I-D Action:draft-ietf-idnabis-mappings-00.txt

Tue Jun 30 11:07:05 CEST 2009

--On Monday, June 29, 2009 12:46 -0700 Mark Davis ⌛
<mark at macchiato.com> wrote:

>...
>> > Now, my position is still that the simplest and most
>> > compatible option open to us is to simply map with NFKC +
>> > Casefold.
>> 
>> I continue to believe that CaseFold is a showstopper.  When
>> its results are not identical to those produced by LowerCase,
>> it produces results that are astonishing to some users and
>> leads us into the "is that a separate character or not" trap
>> that we've seen manifested at least twice.  I note that TUS
>> recommends against its use for mapping (as distinct from
>> comparison) and appears to do so for just the reason that it
>> involves too much information loss.

> You need to provide actual data behind this. Please list
> exactly the characters that you mean, and why you think they
> are problematic. Note also that the formulation that I gave
> means that any character that is PVALID would automatically be
> excluded, eg if final-sigma is PVALID then it is unaffected.
> And we can certainly introduce other exceptions.

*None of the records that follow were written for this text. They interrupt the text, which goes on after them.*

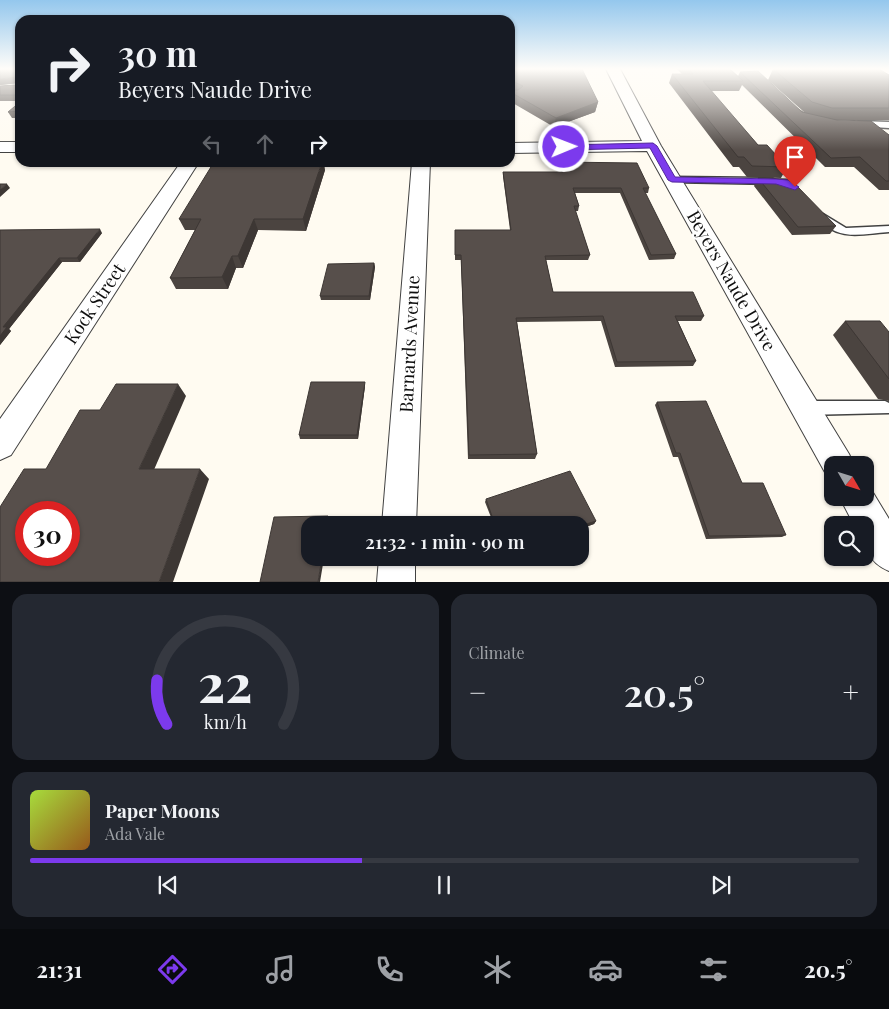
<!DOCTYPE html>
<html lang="en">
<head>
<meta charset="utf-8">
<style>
  body { margin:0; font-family:"Playfair Display",serif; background:#242831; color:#f1f3f6; height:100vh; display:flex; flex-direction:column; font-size:19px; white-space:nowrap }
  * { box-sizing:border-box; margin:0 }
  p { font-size:16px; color:#9ea1a6 }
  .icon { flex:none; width:28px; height:28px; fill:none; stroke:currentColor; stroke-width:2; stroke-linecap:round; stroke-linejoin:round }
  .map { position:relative; height:582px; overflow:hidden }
  .drawer { display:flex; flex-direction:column; gap:12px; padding:12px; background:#0d0f14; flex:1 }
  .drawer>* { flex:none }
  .banner { position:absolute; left:15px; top:15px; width:500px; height:152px; border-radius:15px; box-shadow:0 1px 4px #0004; background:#171b24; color:#f1f3f6; overflow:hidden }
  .needle { width:32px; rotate:129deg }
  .controls { position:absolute; left:824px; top:456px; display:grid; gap:10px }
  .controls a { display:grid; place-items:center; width:50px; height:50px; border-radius:10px; background:#171b24; box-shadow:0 1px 4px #0004; font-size:25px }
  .speed { position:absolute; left:15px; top:501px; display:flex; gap:10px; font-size:25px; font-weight:700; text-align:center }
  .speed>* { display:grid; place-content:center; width:65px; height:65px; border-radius:50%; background:#171b24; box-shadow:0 1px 4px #0004; line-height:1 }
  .speed .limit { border:8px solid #d22; background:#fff; color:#111 }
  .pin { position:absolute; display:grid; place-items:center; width:42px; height:42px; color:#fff; margin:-51px -21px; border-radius:50% 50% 50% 0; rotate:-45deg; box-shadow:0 0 5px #0007 }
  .pin .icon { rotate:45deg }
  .me { position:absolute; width:55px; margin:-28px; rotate:89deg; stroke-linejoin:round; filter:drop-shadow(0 0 4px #0008) }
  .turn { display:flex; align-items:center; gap:18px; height:105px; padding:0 20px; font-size:22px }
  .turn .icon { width:65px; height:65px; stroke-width:2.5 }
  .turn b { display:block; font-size:35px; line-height:42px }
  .lanes { display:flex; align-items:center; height:48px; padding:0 20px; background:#0003; justify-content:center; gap:25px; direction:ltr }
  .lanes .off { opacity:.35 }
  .big { font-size:38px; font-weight:600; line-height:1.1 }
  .drawer .tile { flex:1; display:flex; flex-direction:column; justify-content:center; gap:8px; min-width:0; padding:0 18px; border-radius:15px; background:#242831 }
  .drawer .dial { align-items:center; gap:0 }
  .dial svg { height:130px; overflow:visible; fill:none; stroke:#363941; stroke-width:7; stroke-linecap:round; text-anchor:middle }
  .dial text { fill:#f1f3f6; stroke:none }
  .song { display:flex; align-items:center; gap:15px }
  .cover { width:60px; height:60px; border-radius:8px; background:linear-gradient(135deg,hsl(80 70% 55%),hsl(30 70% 35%)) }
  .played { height:5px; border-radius:2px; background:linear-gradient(90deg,#7c3aed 40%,#363941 40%) }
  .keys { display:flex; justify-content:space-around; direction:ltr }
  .heat { display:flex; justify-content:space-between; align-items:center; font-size:28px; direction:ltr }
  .drawer .tiles { flex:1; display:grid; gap:12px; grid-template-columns:1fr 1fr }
  .tile:last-child { grid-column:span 2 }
  .trip { position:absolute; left:301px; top:516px; width:288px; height:50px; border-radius:15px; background:#171b24; box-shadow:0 1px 4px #0004; font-weight:600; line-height:50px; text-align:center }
  .tab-bar { display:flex; height:80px; justify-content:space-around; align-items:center; background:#090b0e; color:#9ea1a6 }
  .tab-bar .icon { width:35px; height:35px }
  .tab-bar .selected { color:#7c3aed }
  .tab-bar b { font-size:22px; color:#f1f3f6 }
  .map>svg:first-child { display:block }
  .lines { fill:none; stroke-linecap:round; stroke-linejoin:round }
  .lane-casing { stroke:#424242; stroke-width:3 }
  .street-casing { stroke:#424242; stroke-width:2 }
  .lane { fill:#fff; fill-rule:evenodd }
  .street { fill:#fff; fill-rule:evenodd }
  .wall { fill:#4b4440 }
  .shaded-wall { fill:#3d3734 }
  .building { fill:#574f4b; stroke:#3d3734; fill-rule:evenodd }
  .route { fill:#7c3aed; stroke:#51269a }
  .labels { text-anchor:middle; stroke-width:5; stroke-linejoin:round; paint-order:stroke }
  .street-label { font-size:18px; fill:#0f0f0f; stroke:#fff }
</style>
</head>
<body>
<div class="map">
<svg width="889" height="582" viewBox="0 0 889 582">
  <rect width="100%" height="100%" fill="#fffbf1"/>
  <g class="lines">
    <defs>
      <path id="lane" d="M859,121l30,1v6l-33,-2 -1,-2z
        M672,177l100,1 5,3 -5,3 -103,-2v-4z
        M823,214l23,14 43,-2v6c-28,2 -52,10 -71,-15z
        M805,401h80l4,2v10l-84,2 -5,-2 -3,-5 3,-5z"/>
      <path id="street" d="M606,69h14l41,77 188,308 5,11h-22v13l-5,-2 -180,-325 -137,2v-10l132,-2z
        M875,69h14v9l-13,-6z
        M0,142h20v10h-20z
        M181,162h18l-188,293 -11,5v-41z
        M412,162h18l-14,363h-34z
        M865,485l4,1 20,33v52c-22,-9 -24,-24 -24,-46h-11l-14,-27h25z
        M379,558h36v24h-38z"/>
    </defs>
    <use href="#lane" class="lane-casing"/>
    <use href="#street" class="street-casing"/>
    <use href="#lane" class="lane"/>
    <use href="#street" class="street"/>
  </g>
  <path class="wall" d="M20,69v32h-20v-15l16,-1 1,-2 -17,2z
    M510,69l88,33 -3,10 -41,15 -43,-25 -1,-3 1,-9 -1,1z
    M677,69h53l8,7 2,-4 64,40 -36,-32 5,-11 116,6v45h-54l54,15v55h-10l-25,-23h-29l-83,-82 -3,6h-28l47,54 29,22 -6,11 -34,-1 -8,-10h-6l-64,-84 3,-9h10z
    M20,102v16h-8l-4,-6z
    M560,162l89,26 -1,5h-3l31,61 -2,5 -25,1 -29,-67h-45l4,13 -1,5h-3l15,44 -2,5h-42l7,32 151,24 -3,5h-23l18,40 -3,5 -78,1 -14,-46 -84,1 20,132 -2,5h-67l-7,-199h-6v-30h55l-7,-54v-4h58l-2,-5z
    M325,170l-19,61 -48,-1 -15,38h-7l-8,21h-52l-6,-11 25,-48h-10l-6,-11z
    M758,178l78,48 -6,8 -38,1 -38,-49z
    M0,230l102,3 -22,29h-18l-53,67 2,2 -11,14z
    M374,263l1,4 -5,33h-49l-1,-4z
    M845,321l44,11v69l-11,-2 -45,-64z
    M365,386l-7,53h-58l-1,-4z
    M657,402l85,81 44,52 -4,2 -76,2 -28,-82h-5l-18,-52z
    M486,499l110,22 -2,3 -14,5v-4h-86l-9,-23z"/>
  <path class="shaded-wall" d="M16,77l4,6 -20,2v-6z
    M512,81l-1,9 -1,1v-9z
    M598,102l-3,10 -41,15 2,-9z
    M322,162h2l1,8 -19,61 -3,-12z
    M7,184l3,4 -10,9v-7z
    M254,219l4,11 -15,38 -5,-12z
    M100,229l2,4 -22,29 -3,-4z
    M232,256l4,12 -8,21 -6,-12z
    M59,258l3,4 -53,67 2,2 -11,14v-9l3,-9z
    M374,263l1,4 -5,33 -1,-4z
    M365,382v4l-7,53 -1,-4z
    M178,384l8,12 -36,83 -11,-10z
    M200,469l9,10 -36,103h-14z
    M328,516l1,3 -1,6h-2z
    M596,521l-2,3 -14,5v-3z
    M322,558h2l-4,24h-2z"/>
  <path class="building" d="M0,69h20v26h-20v-9l16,-1 2,-6 -2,-2 -16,2z
    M510,69h72l16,33 -42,16 -44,-25 -1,-3h7l5,-4 -11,-5 -2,1z
    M688,69h42l13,12h-40l55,64h9l20,22 -35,-1 -8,-9h-6l-66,-83h21z
    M773,69h106l10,6v33h-57l-20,-6z
    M758,71l44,41 35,8 34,1 18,14v46h-3l-26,-24 -29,1 -91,-86z
    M20,102v9l-12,1z
    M214,162h108l-19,57h-49l-16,37h-6l-10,21 -52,1 31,-59h-22z
    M560,162l77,1 12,25h-6l33,66 -25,1 -30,-67h-48l6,18h-5l16,49 -45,1 8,36h140l11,24h-29l21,45 -79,1 -14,-46 -87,2 21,136 -68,1 -8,-200h-6v-25h56l-8,-58h60z
    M758,178l29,1 7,4 42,43 -38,1z
    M0,184h7l-7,6z
    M100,229l-23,29h-18l-56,69h4l-7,9v-106z
    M374,263l-5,33h-49l8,-32z
    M845,321h35l9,11v47z
    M311,382h54l-8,53h-58z
    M116,384h62l-39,85h61l-41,113h-159v-75l24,-38h22l34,-59h20zM26,512h43v43h-43z
    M706,401l36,82h21l23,52 -77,1 -29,-83h-4l-19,-51z
    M570,471l26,50 -16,5v-1h-85l-9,-26z
    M328,516l-2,9h-16v33h12l-4,24h-58l14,-65z"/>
  <linearGradient id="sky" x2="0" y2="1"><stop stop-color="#94c7ed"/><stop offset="0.46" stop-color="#fffdf9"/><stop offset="1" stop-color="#fffdf9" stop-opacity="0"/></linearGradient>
  <rect width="889" height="150" fill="url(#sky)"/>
  <path class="route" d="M653,143l4,3 18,31 101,2 12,1 11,7 -4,3 -19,-6 -104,-2 -4,-2 -18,-32 -86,2 -4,-3 4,-2z"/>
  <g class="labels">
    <g class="street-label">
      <text transform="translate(731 281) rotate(60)" y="6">Beyers Naude Drive</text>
      <text transform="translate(95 304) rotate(-56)" y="6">Kock Street</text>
      <text transform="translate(410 344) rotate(-87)" y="6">Barnards Avenue</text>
    </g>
  </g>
</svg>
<div class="controls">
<a><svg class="needle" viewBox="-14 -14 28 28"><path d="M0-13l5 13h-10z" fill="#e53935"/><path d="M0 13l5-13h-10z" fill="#9ea1a6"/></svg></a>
<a><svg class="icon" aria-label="search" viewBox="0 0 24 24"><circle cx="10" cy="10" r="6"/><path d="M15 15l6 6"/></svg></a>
</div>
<div class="speed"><div class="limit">30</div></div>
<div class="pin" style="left:795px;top:187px;background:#d93025"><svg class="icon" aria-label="arrive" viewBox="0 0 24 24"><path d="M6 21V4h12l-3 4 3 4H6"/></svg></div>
<svg class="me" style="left:564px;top:147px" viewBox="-20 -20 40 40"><circle r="17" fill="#7c3aed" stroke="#fff" stroke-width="3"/><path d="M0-11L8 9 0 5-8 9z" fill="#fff"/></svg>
<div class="trip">21:32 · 1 min · 90 m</div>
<div class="banner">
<div class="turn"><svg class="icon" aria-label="right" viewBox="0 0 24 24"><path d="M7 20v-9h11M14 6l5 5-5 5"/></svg><div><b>30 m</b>Beyers Naude Drive</div></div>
<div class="lanes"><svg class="icon off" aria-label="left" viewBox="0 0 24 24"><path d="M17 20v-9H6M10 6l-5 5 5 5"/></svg><svg class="icon off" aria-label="ahead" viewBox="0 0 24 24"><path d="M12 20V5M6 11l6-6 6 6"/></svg><svg class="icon" aria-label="right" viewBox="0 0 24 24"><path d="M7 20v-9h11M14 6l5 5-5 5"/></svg></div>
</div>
</div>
<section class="drawer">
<div class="tiles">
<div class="tile dial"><svg viewBox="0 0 100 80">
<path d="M14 69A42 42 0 1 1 86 69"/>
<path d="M14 69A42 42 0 0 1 8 42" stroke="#7c3aed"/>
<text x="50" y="56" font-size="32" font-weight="700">22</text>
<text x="50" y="72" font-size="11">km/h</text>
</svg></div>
<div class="tile"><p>Climate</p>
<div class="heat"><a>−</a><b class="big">20.5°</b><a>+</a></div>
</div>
<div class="tile">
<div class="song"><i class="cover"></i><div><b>Paper Moons</b><p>Ada Vale</p></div></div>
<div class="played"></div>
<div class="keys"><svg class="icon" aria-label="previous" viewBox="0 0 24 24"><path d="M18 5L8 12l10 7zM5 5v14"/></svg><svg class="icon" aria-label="pause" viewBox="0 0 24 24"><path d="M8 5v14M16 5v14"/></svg><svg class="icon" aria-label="next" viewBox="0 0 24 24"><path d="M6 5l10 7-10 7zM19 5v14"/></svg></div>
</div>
</div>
</section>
<nav class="tab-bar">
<b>21:31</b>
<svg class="icon selected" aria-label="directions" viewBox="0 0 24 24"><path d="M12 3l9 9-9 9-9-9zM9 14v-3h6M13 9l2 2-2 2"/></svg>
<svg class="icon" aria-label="music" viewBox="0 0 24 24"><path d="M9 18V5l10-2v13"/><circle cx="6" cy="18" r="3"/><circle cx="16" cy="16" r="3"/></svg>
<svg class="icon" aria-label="phone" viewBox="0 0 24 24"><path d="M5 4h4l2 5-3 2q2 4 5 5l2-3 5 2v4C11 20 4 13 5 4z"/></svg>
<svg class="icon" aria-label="climate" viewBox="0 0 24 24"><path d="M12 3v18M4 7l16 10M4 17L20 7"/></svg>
<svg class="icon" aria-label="car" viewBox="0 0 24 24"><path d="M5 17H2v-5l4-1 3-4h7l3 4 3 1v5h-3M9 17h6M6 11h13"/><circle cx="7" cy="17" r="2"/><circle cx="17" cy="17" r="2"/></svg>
<svg class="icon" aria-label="filters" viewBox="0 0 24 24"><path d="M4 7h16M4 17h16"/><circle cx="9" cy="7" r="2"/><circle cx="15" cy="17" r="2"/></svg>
<b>20.5°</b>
</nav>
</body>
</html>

I don't like operating by exception when it can be avoided (an
argument you have made as well).  Getting into situations in
which exceptions are required is not advantageous if we are
trying to be as Unicode version independent as possible.   I
also prefer operations that casual users understand and believe
they do (e.g., a Lower Case operation is fairly comprehensible
to any user of a script that supports case distinctions, while
CaseFolding is dependent on Unicode coding decisions.   Final
Sigma and Eszett are, indeed, the current examples but it
continues to appear that LowerCase is both necessary and
sufficient and that, if transformations it does not cover are
needed, it is they that should be handled by exception.

> And I know full well about the issues in TUS, having written
> or participated in the writing of them.

I assumed, given your role in the case-handling material, that
you had written it.  What I'm having trouble understanding is
why, given the perfectly logical (at least to me) explanation of
why CaseFold should be used for matching only that appears
there, you keep wanting to use it as a mandatory mapping
operation here.

A different way of looking at this is that I'm trying to resist
mapping transformations that non-expert users believe lose
significant information unless they can be demonstrated to be
really important.   Whatever can be said for, e.g., the
FinalSigma -> Lower Case Sigma transformation and the tradeoffs
between information-preservation and IDNA2003 compatibility, it
seems to be generally understood that the transformation is
information-losing. From that perspective, and the related
perspective of minimizing complexity by choosing simpler
operations rather than more complicated ones and not performing
mappings that are not justified by real-world usage, it seems to
me that it is you who need to make the case for operations that
lose more information, for more complexity, and for mapping of
more characters.

>> ...
> You make it sounds like final sigma, ZWJ/NJ, eszett and the
> other cases under discussion were oversights in the process of
> developing the current IDNA. That wasn't the case; these were
> deliberate choices made at the time. A case mapping is also a
> 'loss of information', but one that people clearly want.

Taking the last as an example, I think "a case mapping" was a
deliberate choice, one that I supported at the time and, given
the assumptions behind IDNA2003 would support it again.  I do
not believe it is plausible to argue that a majority of the
participants in the original IDNA WG, much less in the IETF,
understood the implications of the differences between case
folding and lower case mapping well enough to have exercised
informed consent, much less to have made a "deliberate choice".
Instead, they were informed by experts, yourself included, that
toCaseFold was the correct explanation and went along with it
despite some concerns about individual characters (which most of
the participants did not understand either).

Obviously one can have both "not an oversight" and "insufficient
understanding to have informed consent", so we are not
necessarily disagreeing.

>...

>> > The rest of the tests for U-Label remain unchanged.
>> 
>> I believe that doing this by the type of change to Tables that
>> you recommend either requires a change to the way that the
>> definition of U-label is stated or requires us to abandon the
>> very clear concept of a U-label that is completely symmetric,
>> with no information loss in either direction, with an A-label.

> I don't see why you would think that.  A U-Label remains just
> the way it is, and has a 1-1 relation with an A-Label. The
> only difference is that we have an additional category of
> M-Label; one that is not a U-Label but maps to one.

At a minimum, the already-complicated pictures in Defs will
require redrawing, which was not mentioned in your list.  But,
independent of that bit of work, I still wish we could avoid
introducing yet another label category.

>...

    john